The Southern African Development Community (SADC) and neighboring South Africa should be leading the way in amplifying local voices that highlight the country’s political crisis and pressing for an end to the widespread human rights abuses in the country. But their silence on the convictions is deafening.

Maseko and Makhubu’s guilty verdict surprised few, if any. For years Swaziland has been run as an absolute monarchy by King Mswati III. Mswati, in power since 1986, exercises absolute authority over the cabinet, Parliament, and judiciary. Under his rule there has been a significant deterioration in human rights conditions and respect for the rule of law. Political parties are banned and the judiciary is severely compromised.

The Swazi authorities have reacted to criticism by using repressive and violent tactics to clamp down on political activism, independent media reporting, and peaceful protests. Journalists and activists who seek to highlight Swaziland’s problems are often subjected to harassment, beatings, arbitrary arrest, and sometimes torture. The government has also misused the 2008 Suppression of Terrorism Act to target independent organizations by accusing them of being “terrorist” groups, and to harass civil society activists through abusive surveillance and unlawful searches of homes and offices.

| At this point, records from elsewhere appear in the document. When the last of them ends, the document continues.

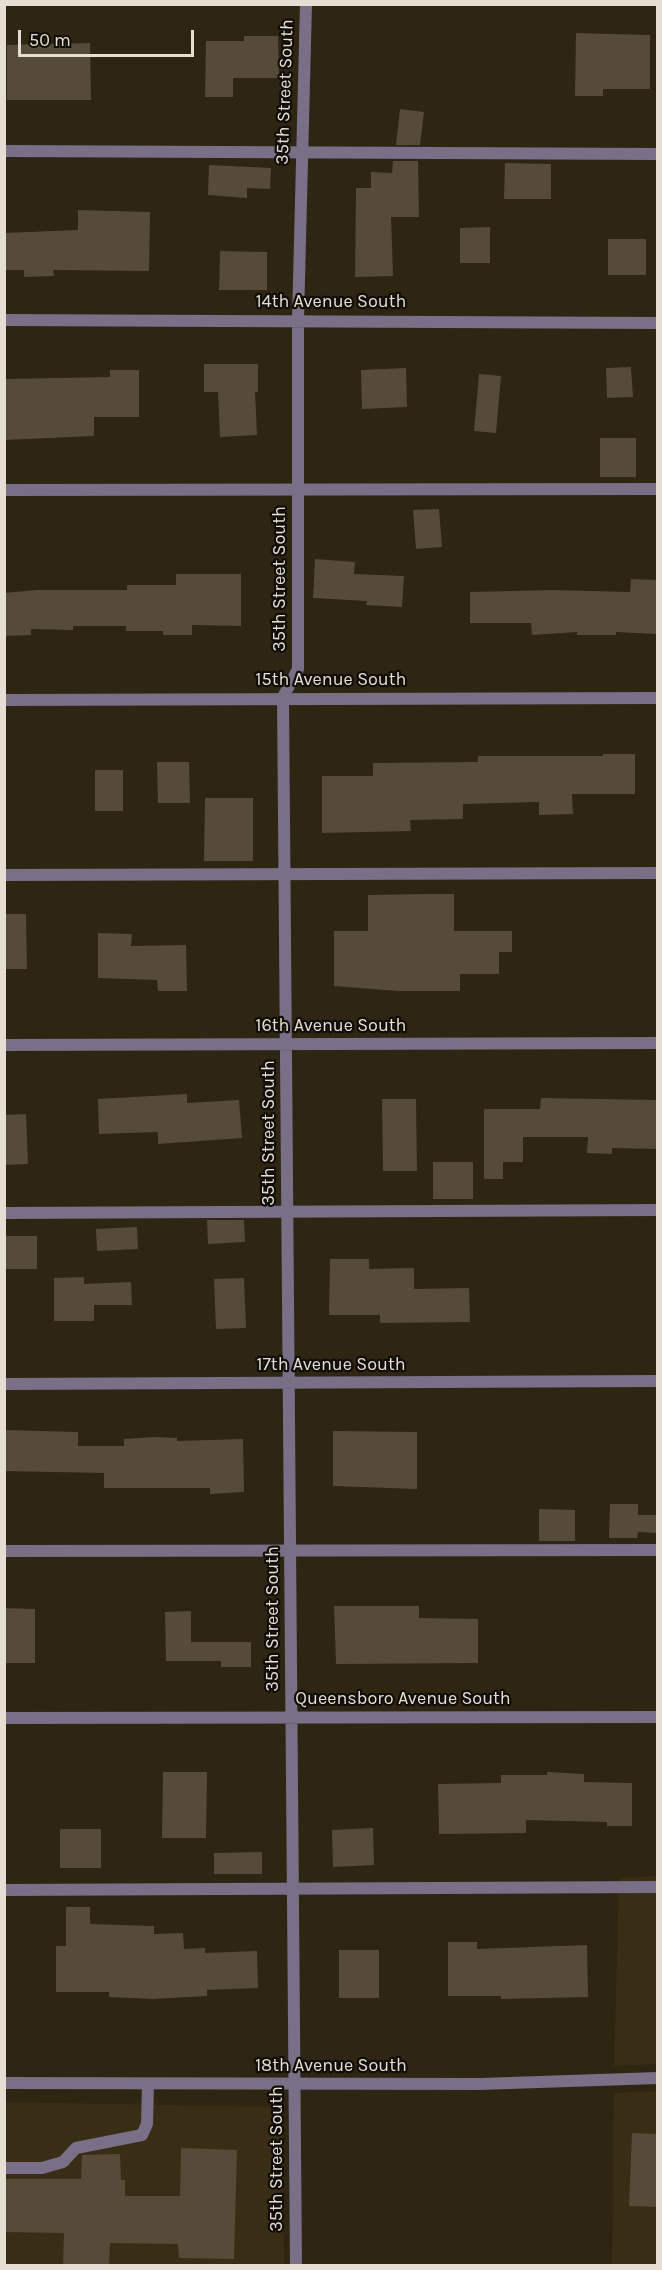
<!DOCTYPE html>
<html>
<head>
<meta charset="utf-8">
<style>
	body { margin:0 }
	#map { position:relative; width:662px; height:2270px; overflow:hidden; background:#2e2513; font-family:Karla,sans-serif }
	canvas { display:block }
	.frame { position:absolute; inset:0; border:6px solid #e4ded3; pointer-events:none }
	.scale { position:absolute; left:18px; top:30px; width:176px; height:27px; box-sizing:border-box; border:3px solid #e4ded3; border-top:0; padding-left:8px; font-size:18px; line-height:21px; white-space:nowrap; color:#e4ded3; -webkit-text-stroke:4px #120e07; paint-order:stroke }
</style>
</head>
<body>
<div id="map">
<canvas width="662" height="2270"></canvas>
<div class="frame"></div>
<div class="scale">50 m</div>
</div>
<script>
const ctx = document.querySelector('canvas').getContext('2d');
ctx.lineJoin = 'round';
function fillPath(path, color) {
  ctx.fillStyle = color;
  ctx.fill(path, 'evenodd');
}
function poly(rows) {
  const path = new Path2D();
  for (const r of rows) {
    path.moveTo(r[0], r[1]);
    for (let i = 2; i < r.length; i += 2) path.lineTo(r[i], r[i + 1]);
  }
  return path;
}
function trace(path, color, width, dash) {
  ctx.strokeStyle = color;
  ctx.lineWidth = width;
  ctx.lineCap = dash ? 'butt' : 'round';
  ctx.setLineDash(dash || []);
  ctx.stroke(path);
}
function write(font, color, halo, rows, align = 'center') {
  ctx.font = font + ' Karla,sans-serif';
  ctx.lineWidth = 4.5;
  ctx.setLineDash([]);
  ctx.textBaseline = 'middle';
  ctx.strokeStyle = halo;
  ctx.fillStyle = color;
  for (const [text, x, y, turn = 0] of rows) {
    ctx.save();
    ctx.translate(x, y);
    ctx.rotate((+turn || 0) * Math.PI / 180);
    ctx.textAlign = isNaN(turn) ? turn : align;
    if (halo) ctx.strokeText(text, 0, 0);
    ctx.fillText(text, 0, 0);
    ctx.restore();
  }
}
const built = poly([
	[657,1876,657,2064,614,2066,619,1878],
	[657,2091,657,2265,612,2266,614,2093],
	[5,2102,282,2107,284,2265,5,2266]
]);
const building = poly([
	[576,33,650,35,650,89,603,89,603,96,575,96],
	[244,36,278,36,279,78,233,78,233,97,205,97,206,41,244,41],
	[90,43,91,100,7,100,7,45],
	[400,109,424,112,420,145,396,145],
	[393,161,418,161,419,217,391,217,393,276,355,277,356,188,371,188,371,172,392,173],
	[505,163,551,164,551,199,504,199],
	[209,165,271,168,270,189,247,188,247,198,208,195],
	[78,210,150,212,149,271,53,270,54,276,24,277,24,270,4,270,4,233,78,230],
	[490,227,490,263,460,263,460,228],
	[608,239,646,239,646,275,608,275],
	[220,251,267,252,267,290,219,290],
	[204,364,258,364,258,392,255,392,257,435,220,437,218,392,204,392],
	[631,367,633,397,607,398,606,368],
	[406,368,407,407,362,409,361,370],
	[110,370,139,370,139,417,94,417,94,436,4,440,4,379,110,377],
	[479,374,501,376,496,433,474,431],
	[600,438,636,438,636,477,600,477],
	[439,509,442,547,416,549,413,510],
	[315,559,355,562,354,574,404,576,402,607,366,605,367,601,313,598],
	[176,574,241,574,241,626,192,625,192,635,163,635,163,631,126,631,126,626,73,626,73,630,31,629,31,635,4,636,4,593,37,590,127,590,127,585,176,585],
	[631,579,657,580,657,634,616,632,616,635,577,635,577,632,532,635,531,623,470,623,470,592,553,590,630,592],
	[603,754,635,754,635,794,572,794,573,814,539,815,539,802,463,804,463,819,410,820,411,831,322,833,322,776,373,776,373,763,478,762,478,756,603,756],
	[157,762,189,762,190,803,158,803],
	[95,770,123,770,123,811,95,811],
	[205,798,253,798,253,861,204,861],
	[425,894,454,894,454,931,512,931,512,952,499,952,499,974,460,974,460,991,398,991,334,986,334,931,368,931,368,895],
	[4,914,26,914,27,969,4,969],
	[98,933,132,934,131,946,186,945,187,991,158,991,157,980,98,978],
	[187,1094,187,1103,239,1100,242,1138,158,1144,158,1132,99,1134,98,1099],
	[541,1098,657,1100,657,1149,612,1148,612,1154,587,1153,588,1137,523,1137,523,1162,503,1162,503,1179,484,1179,484,1109,540,1109],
	[382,1099,416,1099,417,1171,383,1171],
	[26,1114,28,1164,4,1165,4,1115],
	[433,1162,473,1162,473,1199,433,1199],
	[207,1220,244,1220,245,1242,208,1244],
	[137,1227,138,1249,97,1251,96,1229],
	[4,1236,37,1236,37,1269,4,1269],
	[330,1259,369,1259,369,1269,414,1268,414,1289,469,1288,470,1322,380,1323,380,1315,329,1315],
	[84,1277,84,1284,131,1282,132,1305,94,1305,94,1321,54,1321,54,1278],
	[244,1278,246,1328,216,1329,214,1279],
	[4,1430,78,1432,78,1446,124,1446,124,1439,155,1437,177,1438,177,1441,243,1439,244,1492,210,1494,210,1488,104,1488,104,1473,4,1471],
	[333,1431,417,1432,417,1489,333,1486],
	[610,1504,638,1504,638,1515,657,1515,657,1533,638,1532,637,1538,609,1538],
	[539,1509,575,1510,575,1541,539,1541],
	[334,1606,419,1606,419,1618,478,1619,478,1663,336,1664],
	[4,1608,35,1609,35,1663,4,1663],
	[191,1611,191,1642,251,1642,251,1667,221,1667,221,1661,166,1661,165,1612],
	[163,1772,207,1772,206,1838,162,1838],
	[547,1772,584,1774,584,1782,632,1783,632,1826,607,1826,607,1822,526,1820,526,1833,439,1834,438,1784,501,1783,501,1775,547,1775],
	[373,1828,374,1865,333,1867,332,1830],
	[60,1829,101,1829,101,1868,60,1868],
	[262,1852,262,1874,214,1874,214,1853],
	[66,1907,90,1907,90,1924,154,1926,154,1934,183,1933,184,1949,205,1948,205,1953,257,1951,258,1988,207,1990,207,1996,153,1999,109,1997,109,1992,56,1992,56,1946,66,1946],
	[448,1942,477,1942,477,1949,587,1945,588,1997,501,1999,501,1996,448,1996],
	[339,1950,379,1950,379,1998,339,1998],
	[632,2133,657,2134,657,2207,629,2206],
	[181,2148,237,2150,234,2259,179,2258,178,2244,110,2243,109,2265,63,2265,64,2233,4,2232,4,2179,81,2179,82,2155,120,2154,121,2180,125,2180,125,2196,180,2196]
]);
const service = poly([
	[4,151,658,154],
	[4,490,658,489],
	[4,875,658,873],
	[4,1213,658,1210],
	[4,1551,658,1550],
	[4,1890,658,1887],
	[4,2168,42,2168,63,2162,76,2148,142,2135,147,2124,148,2084]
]);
const minor = poly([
	[4,320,658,323],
	[4,1045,658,1043],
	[4,1384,658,1381],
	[4,1718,658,1717],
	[296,2266,283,697,298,669,298,319,306,4]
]);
const tertiary = poly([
	[4,700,658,698],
	[4,2083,480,2084,658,2078]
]);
const streetNames = [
	["35th Street South",285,92,-88],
	["14th Avenue South",331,302],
	["35th Street South",280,579,-90],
	["15th Avenue South",331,680],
	["16th Avenue South",331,1026],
	["35th Street South",269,1133,-90],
	["17th Avenue South",331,1365],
	["35th Street South",273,1619,-90],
	["Queensboro Avenue South",403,1699],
	["18th Avenue South",331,2066],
	["35th Street South",277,2159,-90]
];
fillPath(built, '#3a2d15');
fillPath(building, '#554b38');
trace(service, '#796f87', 12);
trace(minor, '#796f87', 12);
trace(tertiary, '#796f87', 12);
write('18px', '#e4ded3', '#120e07', streetNames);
</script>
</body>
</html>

Despite all this, the international community has been slow to react. Last month, US President Barack Obama officially removed Swaziland from the list of African countries which benefit from the African Growth and Opportunity Act (AGOA), citing the slow pace of democratic reform and the country’s poor human rights record. But there has been little reaction to the human rights situation by regional leaders.

SADC and South Africa need to urge the Swazi authorities to respect fundamental freedoms, including the rights to freedom of association, assembly, and expression, and to remove legislative and practical restrictions on the rights to political participation. For a start, they should condemn the unwarranted prosecution of Maseko and Makhubu and call for their unconditional release.